DATA UNDER STUDY =>
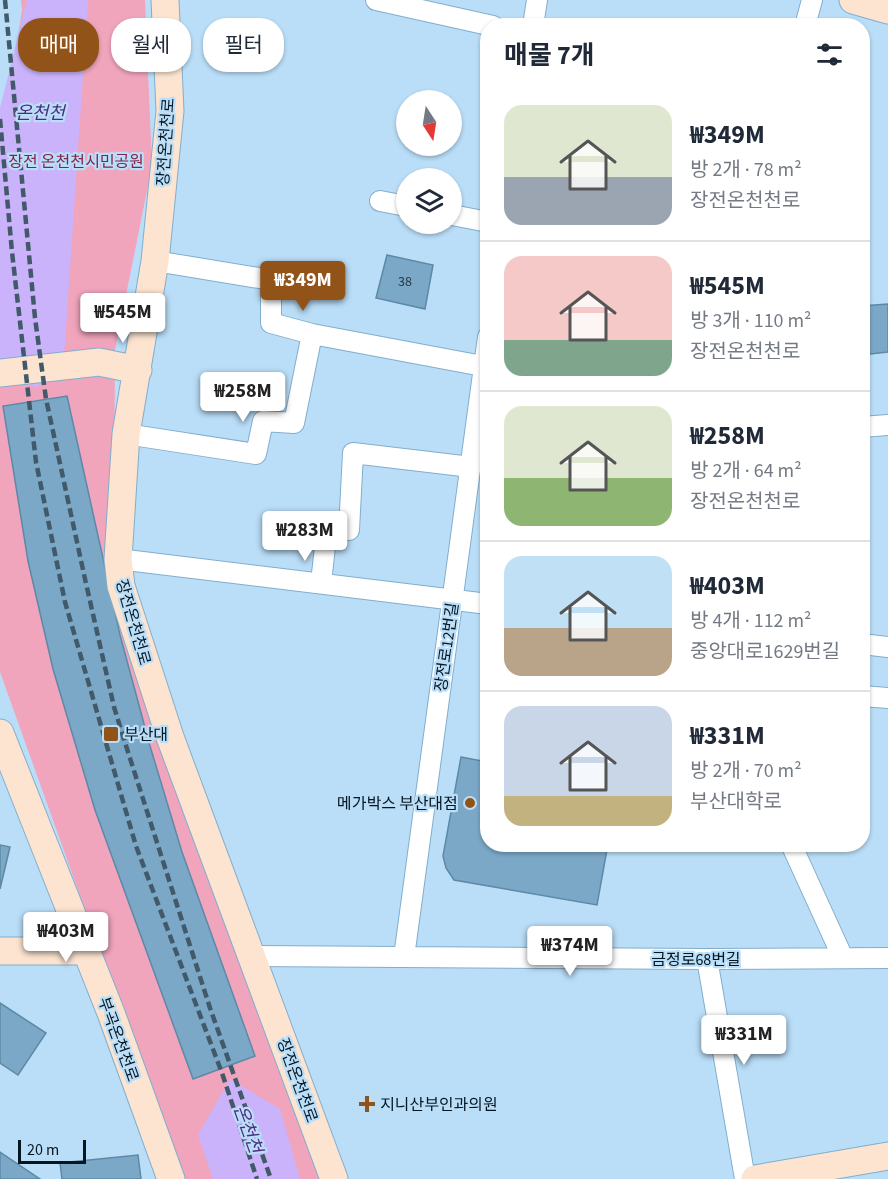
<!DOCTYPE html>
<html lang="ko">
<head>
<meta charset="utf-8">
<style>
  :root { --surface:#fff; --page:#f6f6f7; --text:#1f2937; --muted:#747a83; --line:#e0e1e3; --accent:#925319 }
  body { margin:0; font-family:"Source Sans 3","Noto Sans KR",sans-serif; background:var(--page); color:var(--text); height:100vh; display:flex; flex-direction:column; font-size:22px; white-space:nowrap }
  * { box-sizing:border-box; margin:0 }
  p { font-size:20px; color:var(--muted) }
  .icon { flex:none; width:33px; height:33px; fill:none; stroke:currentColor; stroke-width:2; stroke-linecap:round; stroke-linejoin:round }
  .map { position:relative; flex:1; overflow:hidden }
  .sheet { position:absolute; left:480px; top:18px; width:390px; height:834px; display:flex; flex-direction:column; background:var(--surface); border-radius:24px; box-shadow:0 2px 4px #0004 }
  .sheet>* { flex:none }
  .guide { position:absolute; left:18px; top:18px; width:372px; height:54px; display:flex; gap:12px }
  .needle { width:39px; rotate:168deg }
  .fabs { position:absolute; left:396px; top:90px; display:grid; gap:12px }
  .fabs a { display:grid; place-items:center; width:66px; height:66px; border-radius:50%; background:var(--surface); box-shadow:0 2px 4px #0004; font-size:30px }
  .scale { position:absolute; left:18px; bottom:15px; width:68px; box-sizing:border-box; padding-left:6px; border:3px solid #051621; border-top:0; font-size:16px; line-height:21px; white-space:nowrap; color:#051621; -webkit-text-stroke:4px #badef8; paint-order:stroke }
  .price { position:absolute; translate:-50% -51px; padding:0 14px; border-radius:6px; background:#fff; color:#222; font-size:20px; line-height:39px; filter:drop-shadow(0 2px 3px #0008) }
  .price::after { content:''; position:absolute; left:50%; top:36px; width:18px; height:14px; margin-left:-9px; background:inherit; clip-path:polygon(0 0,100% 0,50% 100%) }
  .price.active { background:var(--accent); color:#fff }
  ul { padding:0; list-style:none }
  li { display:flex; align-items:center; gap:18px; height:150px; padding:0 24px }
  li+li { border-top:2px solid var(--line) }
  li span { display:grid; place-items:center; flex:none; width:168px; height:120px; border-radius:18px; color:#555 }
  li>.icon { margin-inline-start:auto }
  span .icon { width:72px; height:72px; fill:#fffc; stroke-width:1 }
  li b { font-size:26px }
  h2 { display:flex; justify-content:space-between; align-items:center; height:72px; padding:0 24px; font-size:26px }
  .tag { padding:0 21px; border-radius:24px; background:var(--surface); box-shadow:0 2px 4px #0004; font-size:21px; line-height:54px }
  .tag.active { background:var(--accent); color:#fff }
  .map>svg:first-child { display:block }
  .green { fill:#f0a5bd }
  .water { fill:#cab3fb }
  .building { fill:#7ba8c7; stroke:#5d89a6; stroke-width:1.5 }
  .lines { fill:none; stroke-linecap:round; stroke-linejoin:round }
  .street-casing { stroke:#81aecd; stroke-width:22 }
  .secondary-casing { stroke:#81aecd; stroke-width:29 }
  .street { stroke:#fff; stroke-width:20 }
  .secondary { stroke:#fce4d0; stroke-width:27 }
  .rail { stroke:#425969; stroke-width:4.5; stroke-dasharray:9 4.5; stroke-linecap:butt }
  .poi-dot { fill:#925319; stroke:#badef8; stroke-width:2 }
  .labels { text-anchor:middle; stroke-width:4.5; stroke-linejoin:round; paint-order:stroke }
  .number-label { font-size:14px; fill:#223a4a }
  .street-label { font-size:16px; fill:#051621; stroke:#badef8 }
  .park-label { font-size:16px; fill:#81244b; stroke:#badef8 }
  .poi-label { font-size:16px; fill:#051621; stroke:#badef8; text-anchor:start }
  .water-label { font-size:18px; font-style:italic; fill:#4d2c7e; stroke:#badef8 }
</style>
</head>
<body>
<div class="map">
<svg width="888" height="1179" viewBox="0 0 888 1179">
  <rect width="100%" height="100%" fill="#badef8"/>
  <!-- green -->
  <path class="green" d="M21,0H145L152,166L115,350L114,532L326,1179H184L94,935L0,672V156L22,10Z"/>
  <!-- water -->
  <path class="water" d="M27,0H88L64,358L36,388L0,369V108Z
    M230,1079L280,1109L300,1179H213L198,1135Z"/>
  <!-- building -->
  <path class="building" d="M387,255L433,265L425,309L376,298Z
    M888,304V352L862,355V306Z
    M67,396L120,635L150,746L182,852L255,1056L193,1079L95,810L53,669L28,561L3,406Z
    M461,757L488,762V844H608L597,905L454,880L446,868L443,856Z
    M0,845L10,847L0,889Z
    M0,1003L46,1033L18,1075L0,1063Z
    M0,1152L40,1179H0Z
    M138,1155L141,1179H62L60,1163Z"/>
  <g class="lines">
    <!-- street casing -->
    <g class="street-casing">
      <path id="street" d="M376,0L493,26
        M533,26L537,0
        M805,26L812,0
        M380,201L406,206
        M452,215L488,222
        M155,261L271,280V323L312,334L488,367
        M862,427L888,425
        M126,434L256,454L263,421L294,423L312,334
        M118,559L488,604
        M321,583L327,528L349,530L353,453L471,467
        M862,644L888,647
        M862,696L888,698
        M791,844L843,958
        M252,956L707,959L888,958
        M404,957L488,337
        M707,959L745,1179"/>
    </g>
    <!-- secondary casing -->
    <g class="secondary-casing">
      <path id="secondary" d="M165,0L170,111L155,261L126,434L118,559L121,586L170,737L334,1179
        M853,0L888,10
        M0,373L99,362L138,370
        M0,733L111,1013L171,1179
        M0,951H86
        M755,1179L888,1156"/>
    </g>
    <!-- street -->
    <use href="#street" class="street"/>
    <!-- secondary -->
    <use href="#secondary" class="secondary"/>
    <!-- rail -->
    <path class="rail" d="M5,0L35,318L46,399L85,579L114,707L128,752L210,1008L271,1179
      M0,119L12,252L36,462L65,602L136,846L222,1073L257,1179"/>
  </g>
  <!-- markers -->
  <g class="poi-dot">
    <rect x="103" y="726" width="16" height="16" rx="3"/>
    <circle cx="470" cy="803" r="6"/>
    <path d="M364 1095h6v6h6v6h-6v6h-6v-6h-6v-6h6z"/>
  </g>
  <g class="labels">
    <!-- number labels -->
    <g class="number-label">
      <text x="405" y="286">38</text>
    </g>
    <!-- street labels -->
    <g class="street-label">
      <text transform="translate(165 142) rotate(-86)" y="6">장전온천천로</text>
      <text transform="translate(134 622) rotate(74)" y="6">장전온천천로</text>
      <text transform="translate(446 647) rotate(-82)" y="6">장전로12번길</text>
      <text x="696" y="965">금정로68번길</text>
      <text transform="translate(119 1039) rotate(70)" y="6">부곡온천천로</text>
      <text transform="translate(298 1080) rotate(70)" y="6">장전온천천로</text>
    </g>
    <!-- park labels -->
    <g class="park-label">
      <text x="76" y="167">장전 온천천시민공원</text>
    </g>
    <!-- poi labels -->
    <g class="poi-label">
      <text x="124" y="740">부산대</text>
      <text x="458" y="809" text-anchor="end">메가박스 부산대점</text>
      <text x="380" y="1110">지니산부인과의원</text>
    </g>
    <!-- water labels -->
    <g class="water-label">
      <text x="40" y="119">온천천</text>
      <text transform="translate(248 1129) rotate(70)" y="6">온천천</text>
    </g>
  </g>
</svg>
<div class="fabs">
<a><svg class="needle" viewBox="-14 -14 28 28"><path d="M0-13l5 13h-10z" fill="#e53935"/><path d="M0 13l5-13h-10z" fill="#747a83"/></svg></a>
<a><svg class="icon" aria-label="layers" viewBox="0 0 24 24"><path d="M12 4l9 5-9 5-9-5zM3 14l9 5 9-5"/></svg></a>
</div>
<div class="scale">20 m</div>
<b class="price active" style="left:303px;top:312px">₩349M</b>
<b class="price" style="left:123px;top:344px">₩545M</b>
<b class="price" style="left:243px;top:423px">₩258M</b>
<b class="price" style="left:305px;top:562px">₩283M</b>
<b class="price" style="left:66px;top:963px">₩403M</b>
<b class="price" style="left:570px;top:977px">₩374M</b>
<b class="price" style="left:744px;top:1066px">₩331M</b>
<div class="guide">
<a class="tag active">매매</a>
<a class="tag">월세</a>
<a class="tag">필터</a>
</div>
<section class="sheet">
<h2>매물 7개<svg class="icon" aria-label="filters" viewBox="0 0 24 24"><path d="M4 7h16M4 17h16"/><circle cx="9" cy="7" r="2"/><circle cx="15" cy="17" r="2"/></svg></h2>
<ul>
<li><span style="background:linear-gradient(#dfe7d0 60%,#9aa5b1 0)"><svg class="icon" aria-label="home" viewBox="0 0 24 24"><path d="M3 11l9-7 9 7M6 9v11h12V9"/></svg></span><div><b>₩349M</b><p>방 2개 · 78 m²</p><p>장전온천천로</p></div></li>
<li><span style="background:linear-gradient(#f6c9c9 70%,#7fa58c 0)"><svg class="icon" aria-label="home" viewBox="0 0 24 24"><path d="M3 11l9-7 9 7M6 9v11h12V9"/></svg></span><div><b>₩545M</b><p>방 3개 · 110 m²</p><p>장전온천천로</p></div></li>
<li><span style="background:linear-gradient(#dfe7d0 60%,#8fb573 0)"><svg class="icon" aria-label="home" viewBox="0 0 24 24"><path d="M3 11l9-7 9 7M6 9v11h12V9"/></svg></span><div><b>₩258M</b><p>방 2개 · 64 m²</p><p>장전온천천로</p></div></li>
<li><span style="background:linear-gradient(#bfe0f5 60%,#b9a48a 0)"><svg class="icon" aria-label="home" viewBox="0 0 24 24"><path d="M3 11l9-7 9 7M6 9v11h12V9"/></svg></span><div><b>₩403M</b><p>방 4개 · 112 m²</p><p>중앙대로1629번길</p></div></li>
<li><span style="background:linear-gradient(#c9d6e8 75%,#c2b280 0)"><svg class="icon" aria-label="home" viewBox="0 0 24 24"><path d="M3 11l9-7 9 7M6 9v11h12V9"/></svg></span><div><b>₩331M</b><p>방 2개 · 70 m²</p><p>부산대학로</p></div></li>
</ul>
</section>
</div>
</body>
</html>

WORK INSTRUCTIONS =>
Take the word "scale" and find each line of the material that contains it. Copy those lines.

YOUR SOLUTION =>
  .scale { position:absolute; left:18px; bottom:15px; width:68px; box-sizing:border-box; padding-left:6px; border:3px solid #051621; border-top:0; font-size:16px; line-height:21px; white-space:nowrap; color:#051621; -webkit-text-stroke:4px #badef8; paint-order:stroke }
<div class="scale">20 m</div>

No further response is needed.